Twenty years ago my wife Julia and I decided to support and work with Mansfield College, Oxford, the college I had attended between 1978 and 1982.
We knew that for Mansfield College to succeed it would need to aim for something that would set it apart from other Oxford Colleges. At the same time as we entered the 21st century, we felt that it was critical that access to the very best higher education was available to as wide a social group as possible.
As entrepreneurs and business people, we believe that a diverse student population representing the make up of society is essential to ensure that the business world is equally diverse, and it is only when it is diverse that the very best ideas, the greatest innovations, and the most workable solutions for society as a whole will emerge.
You can have a worthy cause but if it lacks clear, measurable objectives — like a business vision without a business plan — it will fail. You need to consider many factors: how it will be run operationally, what the governance structure will look like, and if the funding model is sustainable.
We wanted to introduce the same rigours of business and deal making to the Mansfield campaign that we apply to our businesses. We needed something that was sustainable and a proposition that made sense to other people not just to us.
The vision we strove towards centred on Mansfield leading the way in creating educational opportunities at Oxford for students from all backgrounds and not just focussing on pupils that most often came from the private education system. From this, the Access to Excellence campaign was born.
As with all businesses, campaigns, proposals and projects that I come across, I always consider what is the reward? If you get it right, what is going to happen? And what is the measurement of success? Mansfield was given a social objective, set by my wife and I, that at least 75% of students that came to the college would come from state schools (grammar schools being defined as non-state).
That number was seen by many at the time as a complete impossibility, a pipe dream given how Oxford looked in terms of the percentage of state school admissions back then.
However, two decades later and admissions to Mansfield stand at 96% of current first years (2019/20 intake) being state school, and a 91% state school intake for the coming academic year (2020/21). In the 2019/20 intake, 31.1% of students identified as BAME: Black, Asian or Minority Ethnic.
In addition, over 40% of Mansfield’s offer holders come from the most disadvantaged educational and socio-economic backgrounds in the UK, compared to 15% of the Oxford applicant pool. Additionally, and possibly most importantly, Mansfield is now seen as the poster child of Oxford colleges for achieving social diversity and was ranked in the top 5 colleges in Oxford for degree results in 2019.
Again, this level of academic success was something that many people told us would be totally impossible to achieve if access to Oxford was broadened.
But why is this important to society as a whole? For us, it was far more than just a nice social box tick. We believe passionately that this increased access to higher education is critical for the wider business world, the economy, and indeed social stability and prosperity – society writ large.

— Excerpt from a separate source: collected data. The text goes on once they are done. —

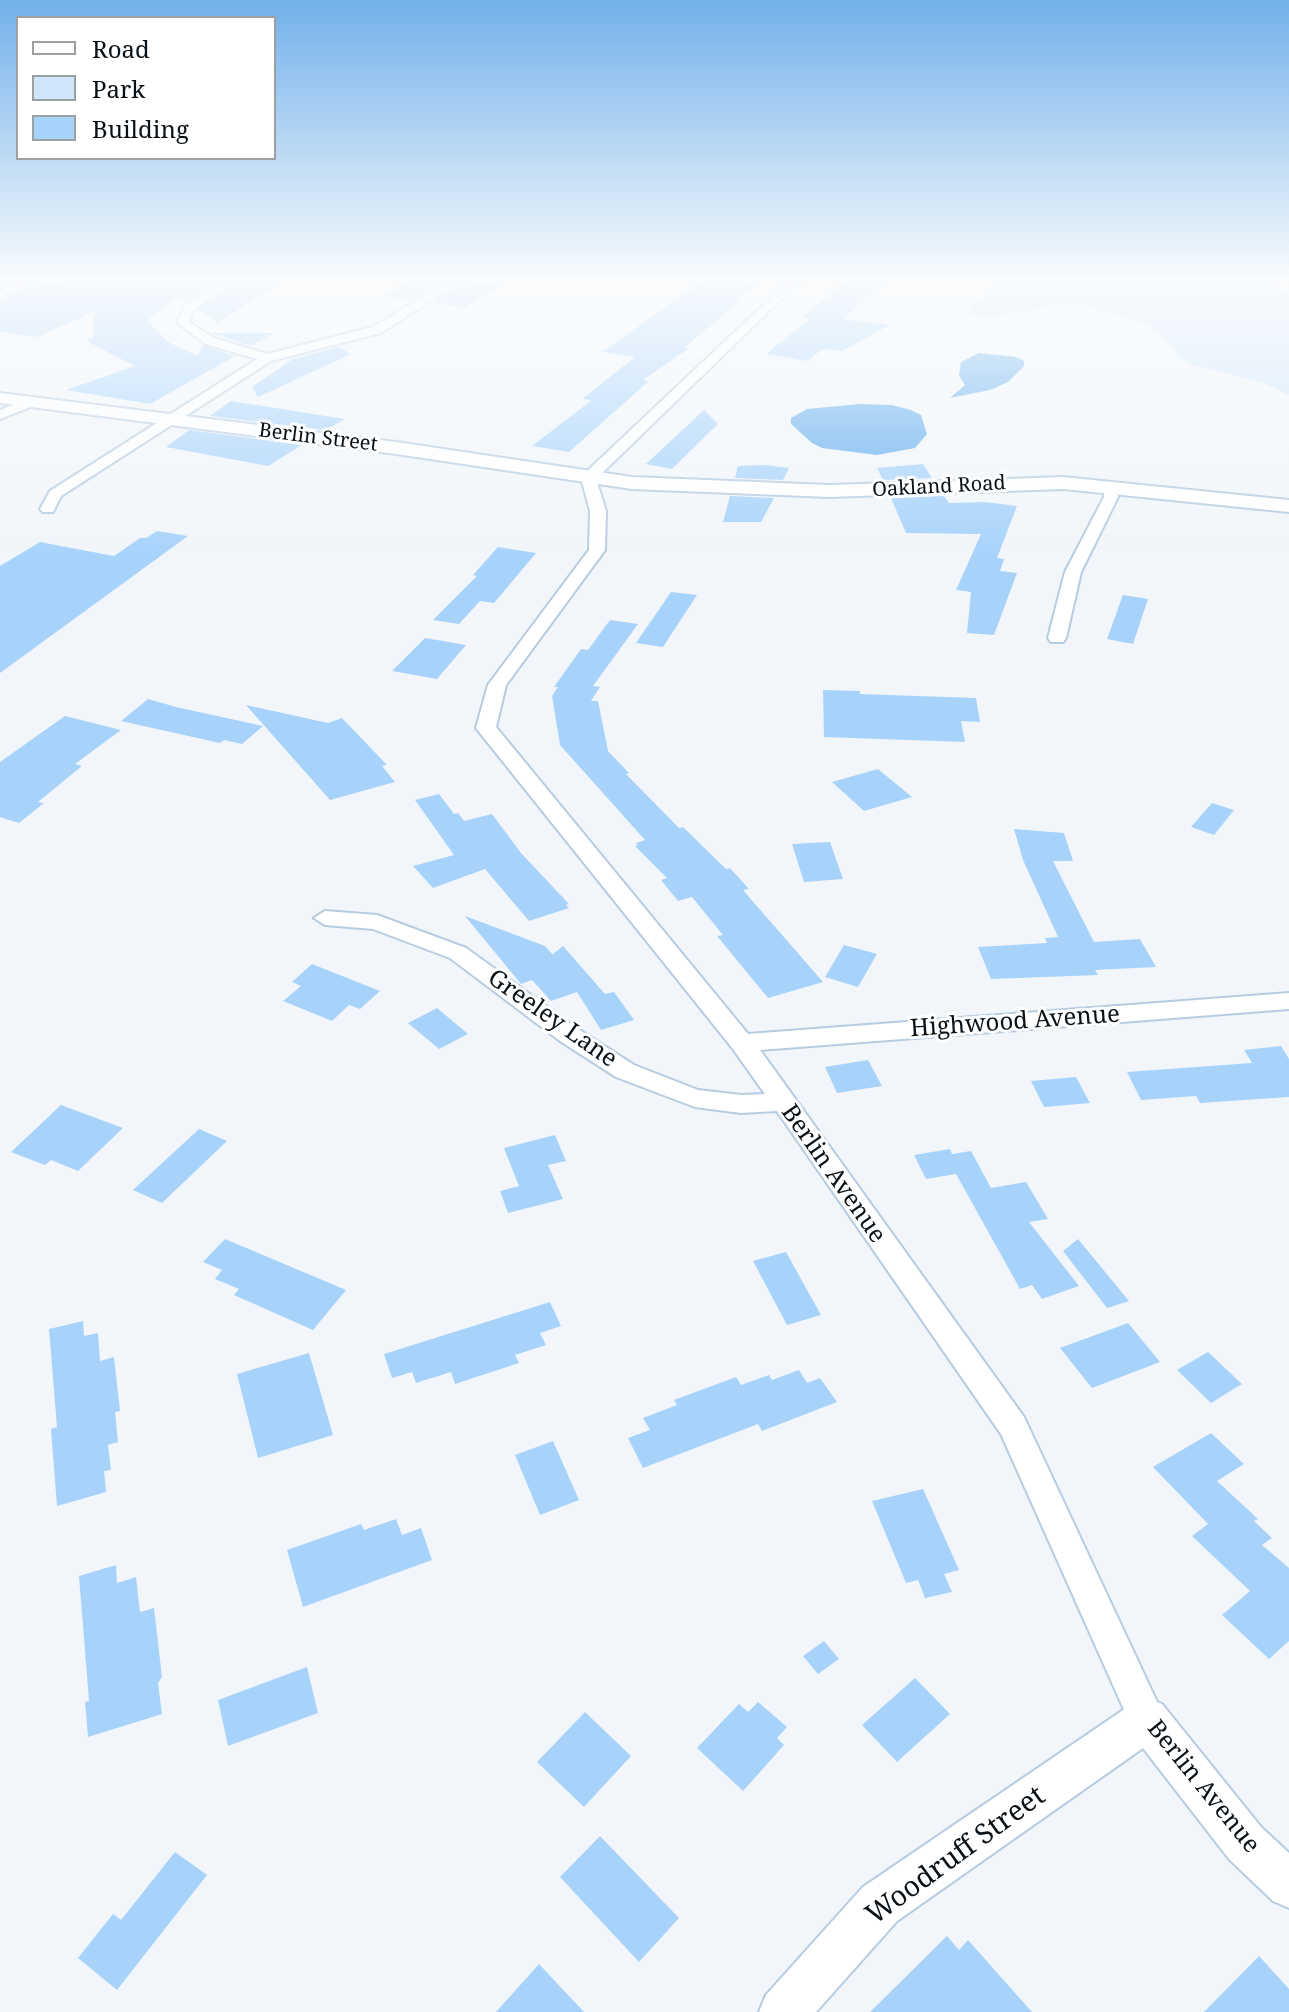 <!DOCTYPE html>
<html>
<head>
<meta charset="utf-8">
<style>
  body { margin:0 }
  #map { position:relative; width:1289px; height:2012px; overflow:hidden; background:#f2f6fa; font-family:"Noto Serif",serif }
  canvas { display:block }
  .legend { position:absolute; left:16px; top:16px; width:260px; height:144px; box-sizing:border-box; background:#fff; border:2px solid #9da0a2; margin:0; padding:10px 14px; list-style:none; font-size:24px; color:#091117 }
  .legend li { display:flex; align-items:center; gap:16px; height:40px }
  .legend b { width:40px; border:2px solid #9da0a2 }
</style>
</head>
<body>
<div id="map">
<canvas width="1289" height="2012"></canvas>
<ul class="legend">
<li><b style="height:10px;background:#fff"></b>Road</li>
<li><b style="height:22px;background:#cfe6fa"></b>Park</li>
<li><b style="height:22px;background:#a7d3fb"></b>Building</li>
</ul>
</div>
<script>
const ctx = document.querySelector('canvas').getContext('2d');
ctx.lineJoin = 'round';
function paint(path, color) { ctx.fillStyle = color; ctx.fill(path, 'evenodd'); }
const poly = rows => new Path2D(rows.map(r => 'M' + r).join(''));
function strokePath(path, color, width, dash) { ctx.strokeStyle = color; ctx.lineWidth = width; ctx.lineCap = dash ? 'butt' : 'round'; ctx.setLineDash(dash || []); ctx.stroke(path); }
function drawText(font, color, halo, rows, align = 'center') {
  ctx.font = font + ' "Noto Serif",serif'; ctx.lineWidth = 6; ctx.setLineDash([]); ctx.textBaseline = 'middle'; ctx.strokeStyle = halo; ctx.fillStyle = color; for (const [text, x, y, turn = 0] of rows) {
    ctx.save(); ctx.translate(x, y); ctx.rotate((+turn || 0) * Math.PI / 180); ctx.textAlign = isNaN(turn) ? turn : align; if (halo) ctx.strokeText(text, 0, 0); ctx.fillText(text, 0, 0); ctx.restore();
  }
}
paint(poly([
  [1009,276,1247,276,1266,283,1289,294,1289,395,1264,383,1190,364,1178,356,1161,333,1141,322,1077,304,1053,305,995,317,971,316,970,308]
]), '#cfe6fa');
paint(poly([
  [979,353,1016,357,1024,361,1024,366,1008,382,990,390,950,398,965,385,959,376,961,362],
  [860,404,892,405,911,410,921,415,927,434,915,448,877,455,822,448,812,443,791,424,791,418,807,409]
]), '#61adee');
paint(poly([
  [81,276,113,280,113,276,228,276,185,301,178,297,147,320,168,342,198,356,203,345,235,356,150,404,66,390,135,366,86,341,94,337,93,312,38,337,0,332,0,300,37,284,55,286],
  [248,276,283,276,275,281,280,281,218,323,198,309],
  [422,276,447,278,412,300,382,296],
  [853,276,890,276,843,319,890,325,842,351,822,349,808,361,766,354,811,318,802,317],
  [707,278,758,283,735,299,741,300,685,347,689,348,643,380,649,381,569,452,532,446,592,400,582,399,635,357,602,352],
  [467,281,500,285,465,308,433,303],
  [211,333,274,333,251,346],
  [339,347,351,354,258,397,252,387,293,359],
  [231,401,345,419,326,430,210,416],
  [704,410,718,424,672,469,646,464],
  [189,430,302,445,268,466,166,447],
  [923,464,932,478,883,480,877,468],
  [764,465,789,468,783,480,735,478,738,466],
  [730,496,774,498,761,522,723,522],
  [944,496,949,503,985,502,1017,506,997,558,1004,559,1000,571,1017,573,994,635,967,633,971,592,956,590,981,534,906,533,891,498],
  [157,531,188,536,0,673,0,566,40,542,114,556,140,538,146,538],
  [498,547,536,553,494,603,480,601,459,624,433,620,477,576,473,575],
  [671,592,697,595,663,647,636,643],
  [1123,595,1148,599,1133,644,1107,639],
  [610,620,638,624,593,686,600,687,591,701,598,701,608,751,629,773,626,774,679,828,683,827,726,869,730,868,749,889,743,890,823,982,768,998,717,936,723,935,692,897,678,901,661,880,667,878,635,846,638,845,636,843,645,840,560,745,552,696,558,687,554,687,581,649,588,650],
  [425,638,466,645,437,679,392,671],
  [823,690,860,691,860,694,976,698,980,722,961,721,965,742,824,737],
  [148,699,176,707,263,726,242,744,224,740,220,743,121,721],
  [246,705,328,723,342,718,387,765,382,766,395,782,330,800],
  [65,716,121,730,75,764,82,766,38,802,44,803,19,823,0,817,0,762],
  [878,769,912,797,864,811,832,782],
  [439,794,454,814,458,813,464,821,492,814,521,853,569,904,566,905,569,908,529,921,485,869,433,888,413,866,454,855,415,800],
  [1212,803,1234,810,1214,835,1191,827],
  [1014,829,1064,833,1073,861,1053,861,1094,942,1140,939,1156,967,1095,970,1098,975,991,979,978,947,1047,943,1045,938,1058,937,1023,860],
  [830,842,843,879,804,882,792,844],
  [465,916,545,946,555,957,553,954,563,946,605,994,614,992,634,1020,601,1030,577,992,551,1001,532,980,521,984],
  [844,945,877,954,858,987,825,977],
  [312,964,380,991,360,1009,349,1005,332,1021,283,1001,301,986,292,982],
  [437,1008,468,1034,439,1049,408,1023],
  [1281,1046,1289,1059,1289,1097,1200,1103,1196,1096,1141,1100,1127,1072,1252,1063,1244,1050],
  [868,1060,882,1086,837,1093,825,1067],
  [1076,1077,1090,1103,1044,1107,1031,1081],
  [61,1105,123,1128,78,1171,51,1160,45,1165,11,1152],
  [199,1129,227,1141,162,1203,133,1190],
  [555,1135,566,1161,548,1165,563,1199,508,1213,500,1191,519,1186,504,1148],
  [950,1149,952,1154,971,1151,991,1188,1026,1182,1048,1219,1029,1222,1079,1286,1042,1299,1032,1285,1020,1289,956,1174,926,1179,914,1155],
  [225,1239,346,1290,313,1330,234,1295,239,1289,215,1279,222,1270,203,1262],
  [1078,1239,1129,1301,1107,1308,1063,1251],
  [786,1252,821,1315,787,1325,753,1261],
  [550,1302,561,1326,540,1333,546,1345,515,1355,519,1363,455,1384,451,1372,416,1383,412,1372,392,1378,384,1354],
  [83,1321,84,1336,98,1333,100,1361,114,1357,120,1411,115,1412,118,1442,108,1445,111,1470,104,1471,106,1492,57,1506,51,1429,57,1427,49,1329],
  [1128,1323,1160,1362,1092,1388,1060,1348],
  [1208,1352,1242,1384,1211,1403,1177,1370],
  [309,1353,333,1435,258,1458,237,1374],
  [799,1370,807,1383,820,1378,837,1402,762,1431,758,1424,643,1468,628,1438,650,1430,643,1418,677,1405,674,1400,736,1377,741,1385,769,1375,772,1380],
  [1211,1433,1244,1464,1217,1481,1258,1519,1254,1521,1272,1538,1262,1545,1289,1568,1289,1641,1269,1659,1222,1615,1250,1591,1192,1536,1208,1524,1153,1467],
  [553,1441,579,1500,540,1515,515,1455],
  [923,1489,959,1570,944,1574,952,1592,925,1598,918,1580,906,1583,872,1501],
  [396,1519,402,1535,421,1528,432,1560,303,1607,287,1550,361,1524,364,1530],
  [116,1565,117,1583,136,1577,140,1612,154,1608,162,1677,158,1683,162,1714,88,1737,85,1702,89,1701,79,1576],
  [824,1641,839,1659,818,1674,803,1656],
  [307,1667,318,1713,228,1746,218,1700],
  [915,1678,950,1714,897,1762,862,1725],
  [758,1702,787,1727,777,1738,784,1745,743,1791,697,1748,739,1704,748,1712],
  [585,1712,631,1756,584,1807,537,1762],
  [600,1836,679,1918,639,1962,560,1877],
  [175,1852,207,1875,117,1990,78,1958,113,1914,121,1920],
  [947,1936,959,1950,968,1940,1032,2012,870,2012],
  [1259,1956,1289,1989,1289,2012,1204,2012],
  [539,1964,584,2012,496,2012]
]), '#a7d3fb');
const minor = poly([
  [34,276,47,276,0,297,0,290,34,276],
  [233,276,245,276,195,308,189,322,214,338,267,354,373,327,457,276,469,276,381,333,271,361,61,496,53,512,43,512,40,509,50,491,257,359,206,344,177,323,186,304,233,276],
  [794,276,805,276,596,479,606,511,605,550,506,685,496,727,748,1034,1289,993,1289,1009,760,1050,1024,1417,1165,1719,1160,1732,1147,1737,1134,1732,1001,1434,777,1111,741,1113,695,1107,616,1077,560,1041,450,958,373,929,325,925,314,918,325,911,377,915,466,948,578,1029,634,1065,698,1090,741,1095,765,1094,733,1049,476,728,488,685,589,550,590,511,581,478,583,475,794,276],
  [31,398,38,402,36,405,0,419,0,410,31,398],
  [1111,483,1118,487,1118,497,1081,572,1066,638,1063,642,1051,642,1048,638,1065,572,1104,497,1104,487,1111,483]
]);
const tertiary = poly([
  [1147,1698,1162,1704,1261,1827,1289,1853,1289,1908,1273,1901,1229,1859,1143,1748,897,1921,816,2012,759,2012,766,1995,863,1887,1132,1704,1147,1698]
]);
const secondary = poly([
  [0,393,396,442,632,477,830,485,1063,477,1289,500,1289,512,1063,489,830,497,632,489,396,454,0,403,0,393]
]);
strokePath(minor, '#b7cce0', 4);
strokePath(tertiary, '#b7cce0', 4);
strokePath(secondary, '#b7cce0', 4);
paint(minor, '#fff');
paint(tertiary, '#fff');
paint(secondary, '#fff');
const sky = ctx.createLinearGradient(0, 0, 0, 557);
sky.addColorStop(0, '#72b1ea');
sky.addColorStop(0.5, '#f9fbfd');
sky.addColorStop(1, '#f9fbfd00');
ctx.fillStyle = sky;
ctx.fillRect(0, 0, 1289, 557);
drawText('20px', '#091117', '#fff', [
  ["Berlin Street",318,438,7],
  ["Oakland Road",939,487,-3]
]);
drawText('24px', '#091117', '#fff', [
  ["Greeley Lane",552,1019,35],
  ["Highwood Avenue",1015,1022,-4],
  ["Berlin Avenue",833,1174,55],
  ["Berlin Avenue",1203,1787,51]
]);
drawText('28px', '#091117', '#fff', [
  ["Woodruff Street",956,1856,-36]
]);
</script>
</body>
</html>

If you don’t have a mixed workforce at the highest levels representing a wide range of backgrounds in every area of life, whether in politics, business, media, entertainment or the legal profession, you will not get a broad range of views. You then will marginalise whole chunks of the population and you will not have a country working together, but rather one pulling itself apart.
By giving more people access to Oxford, it means that on graduating and finding jobs, these different people with different, dynamic backgrounds, experiences and perspectives will find their way into the workplace to improve everybody’s lot.
Two decades on from beginning this journey with Mansfield, Julia and I are honoured to contribute to the work that Mansfield began when it was founded over 150 years ago. It is a small step along the road to a better society, but one we are proud to be associated with.